Hosch, who makes watercolor paintings and ink drawings, is among the latest artists to join the art collective known as Running With Scissors. The collective moved last summer into a former office building in Portland’s Bayside neighborhood, a popular destination for creative enterprise.

It’s the third home for the decade-old collective. Its owner, Kate Anker, hopes it’s the last time the artists have to move.

“I don’t want them to be uprooted anymore,” said Anker, who joined the collective as a member artist in its early days and took over as owner a few years ago. Anker signed an eight-year lease in early 2013 with an option to buy the 16,000-square-foot building on Anderson Street. She spent most of last year converting the building into studios and workspace.

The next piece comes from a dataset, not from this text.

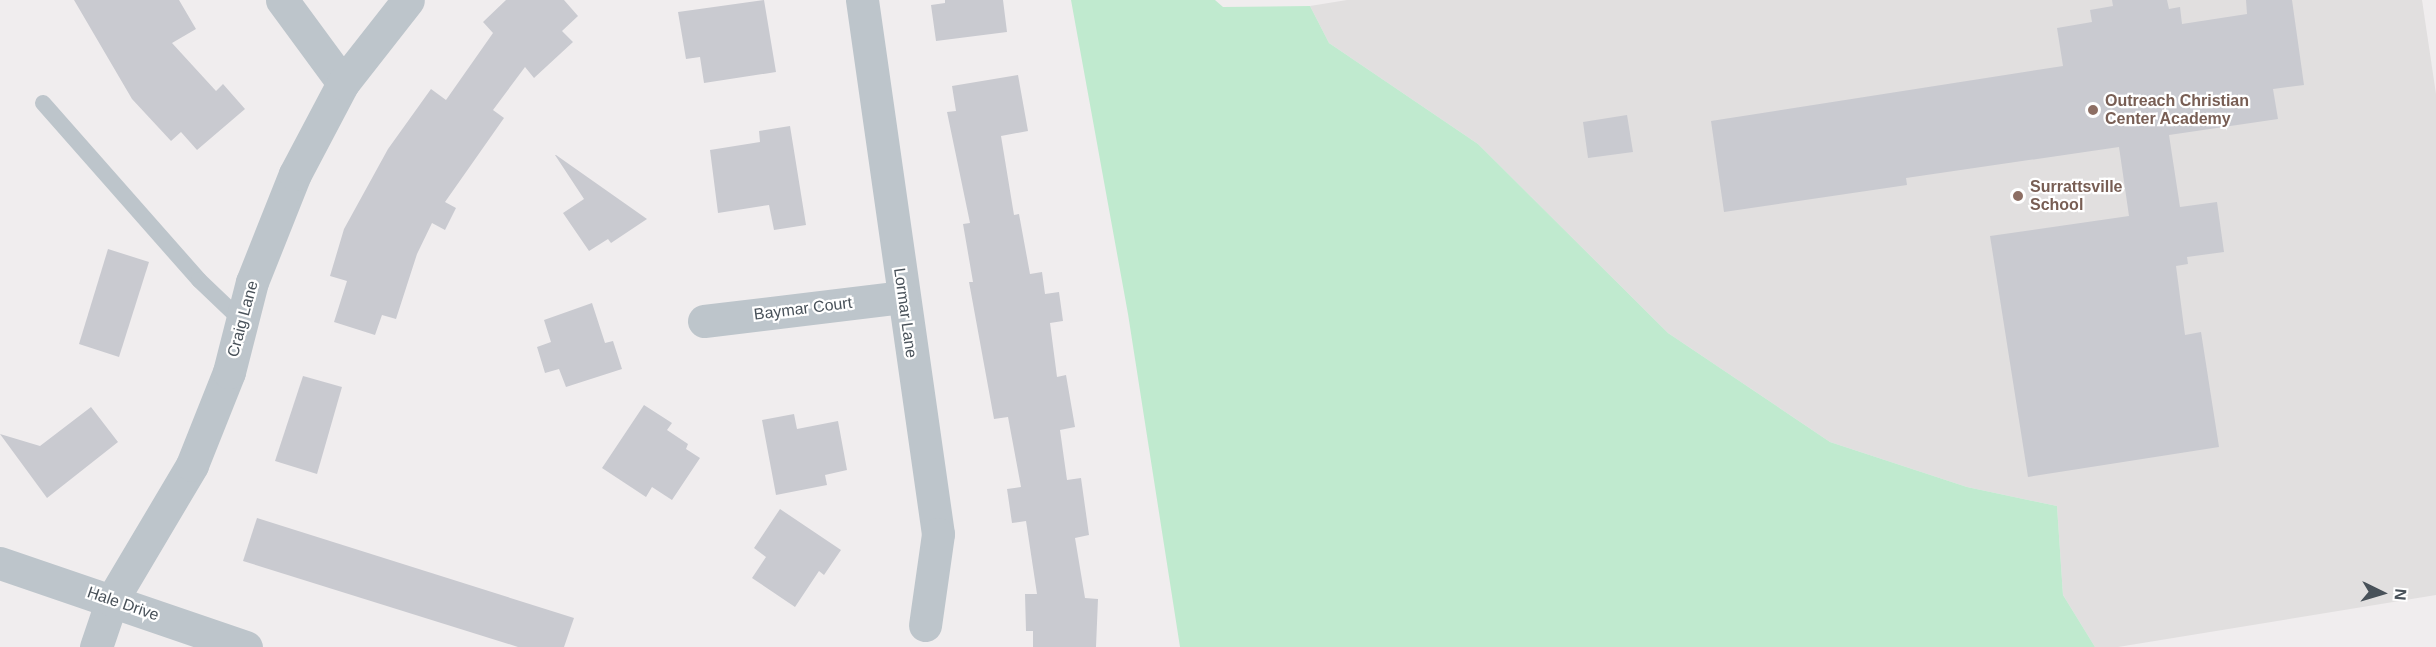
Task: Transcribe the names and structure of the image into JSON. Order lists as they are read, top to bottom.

This week, Running With Scissors capped a $25,000 crowd-sourced fundraising campaign that will help it complete upgrades and enhancements in the building. Among them are properly vented spray booths, a table saw with a safety stop to prevent severed fingers, a silk-screen shop and a studio where artists can photograph their work.

Running With Scissors has more than 50 resident artists, who pay $150 to $850 a month for studio space. Another two dozen associate artists pay $150 a month.


The collective has a print shop, a wood shop, private and semi-private studios, classroom space, a small library, light tables and printers. It also is home to the Bayside Clay Center, which has kilns, work tables and wheels for a dozen potters.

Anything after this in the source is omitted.